But before the next breath left her lips, the length of dental floss reaching between the shiny gold zipper pull on the back of Danielle's tiny black leather shorts on the one hand and the sturdy table she had just marched past on the other, could extend no further and -- to the sweet sound of a loud ziiiiipppppp followed by an even more resounding riiiippppp -- Mrs. Danielle Marie Parnell's very fashionable, very sexy, very short leather pants were torn from her incredibly trim, incredibly well toned waist before being dragged over her perfectly muscled thighs and exquisitely sculpted calves and finally coming to rest as a shredded, useless, mess at her towering high heel encased feet.

After a moment of stunned silence, and as the women in the crowd burst into hysterics and the men collectively groaned while their blood ran rapidly to their nether regions, the once imperious alpha-lawyer stood temporarily terrified in naught but her sky high heels, a very naughty and quite translucent leopard print silk micro-thong -- that left no doubt as to the firmness of her spectacular bottom -- a body hugging white ribbed tank top and her silk leopard print Hermes scarf.

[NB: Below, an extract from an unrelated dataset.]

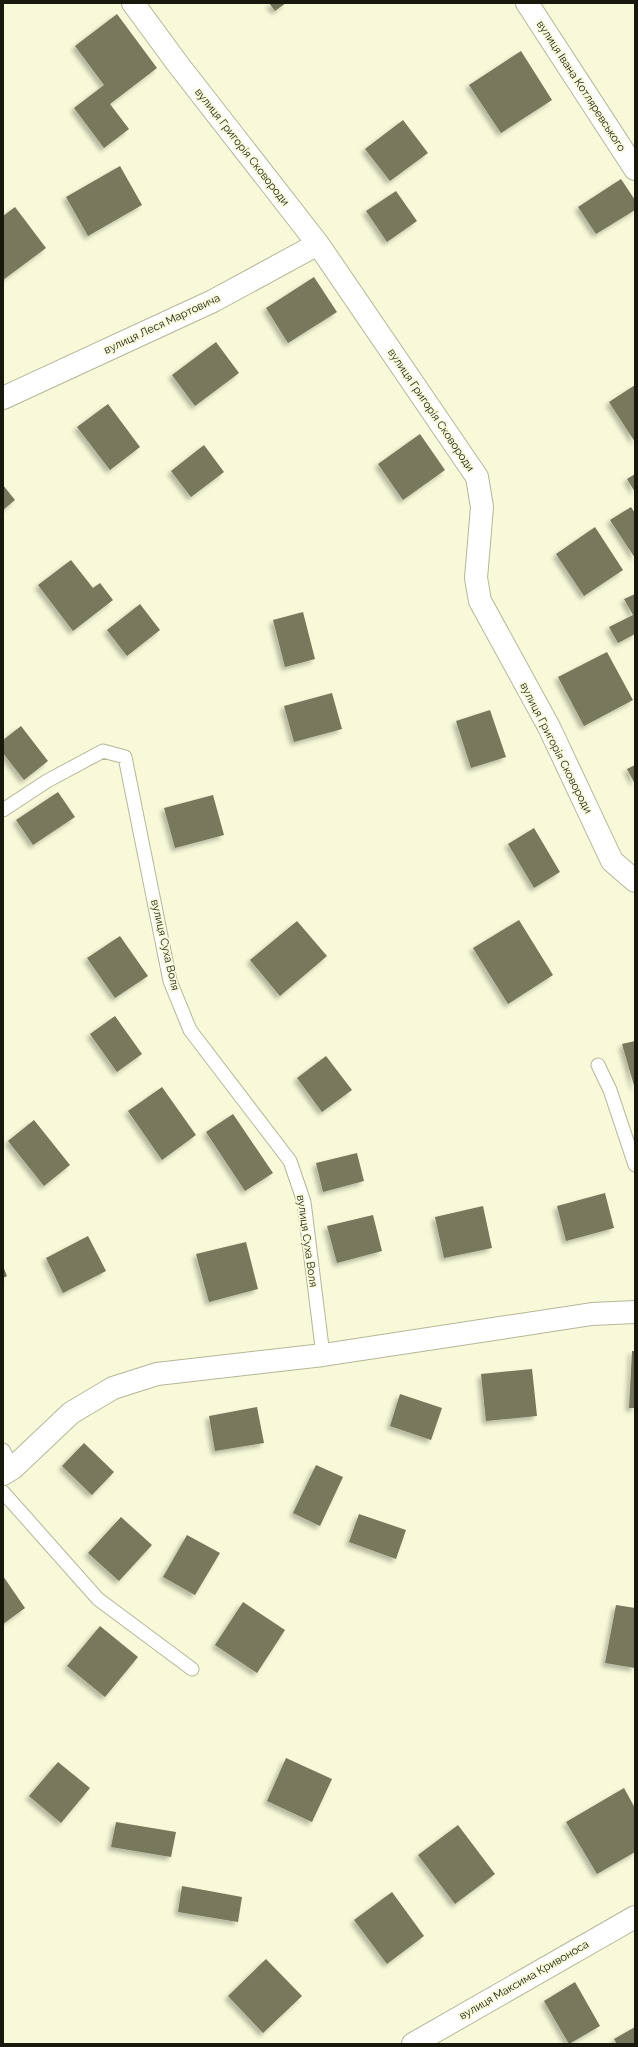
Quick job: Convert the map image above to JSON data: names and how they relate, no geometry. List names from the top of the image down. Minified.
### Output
{"streets":{"street":["вулиця Івана Котляревського","вулиця Григорія Сковороди","вулиця Леся Мартовича","вулиця Максима Кривоноса"],"lane":["вулиця Суха Воля"]},"crossings":[["вулиця Григорія Сковороди","вулиця Леся Мартовича"]]}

"What happened to my pants," screamed the disgraced diva," oh my God . . . I've . . . I've . . . I've never been so embarrassed in my life!"

Little did Mrs. Parnell know, the real embarrassment had not yet even begun.

As her hands instinctively flew between covering the perfection that was her thong-covered ass and the translucent leopard spotted wisp of silk that was all that separated leering eyes from her completely shaved sex, Danielle's usually facile mind tried desperately to process what had just occurred. Where are my stunning sunglasses? How could my shorts have torn off? And why are these people -- these nobodies -- pointing and laughing at me -- at me! Oh my God, is Will staring at me . . . at my panties . . . and what's that lump in his shorts . . .

Despite having no answers to her own queries, Danielle's instincts told her definitively it was time to flee. But no sooner did she begin her high heeled run to safety than was the soon to be zeta-mom tripped up by the tattered shorts at her feet. As the crowd continued to howl at her humiliation, the once regal uber-milf toppled downward, only adding to the hilarity. To make matters worse -- at least for Mrs. Parnell -- in an attempt to break her fall she grabbed onto the first thing that she saw, which unfortunately for her now catatonic voyeur of a son -- but karmically spectacular for the likes of Hope Solo and Rachel Miras -- was the waistband of Will's tight black gym shorts.

In a scene that would have done Vaudeville proud, and not even a minute after she stood before the crowd as a picture of perfection -- imperiously looking down her nose at the peasants in her midst -- the town's self-appointed Queen Bee found herself on all fours staring slack jawed at the jockstrap covered raging hard-on of the son she had unwittingly teased to distraction.

"W-W-W . . . Will," stammered the undone beauty unable to avert her eyes from the forbidden fruit before her, "stop looking at my b-b-b . . . bottom."

"Mommy," squeaked the usually arrogant jock, trying to shield his quite inappropriate "excitement" from the smaller boys in the crowd who he picked on at school and the girls he had snubbed as "unworthy losers," all of whom were laughing uproariously, "mommy . . . you tore my pants off . . ."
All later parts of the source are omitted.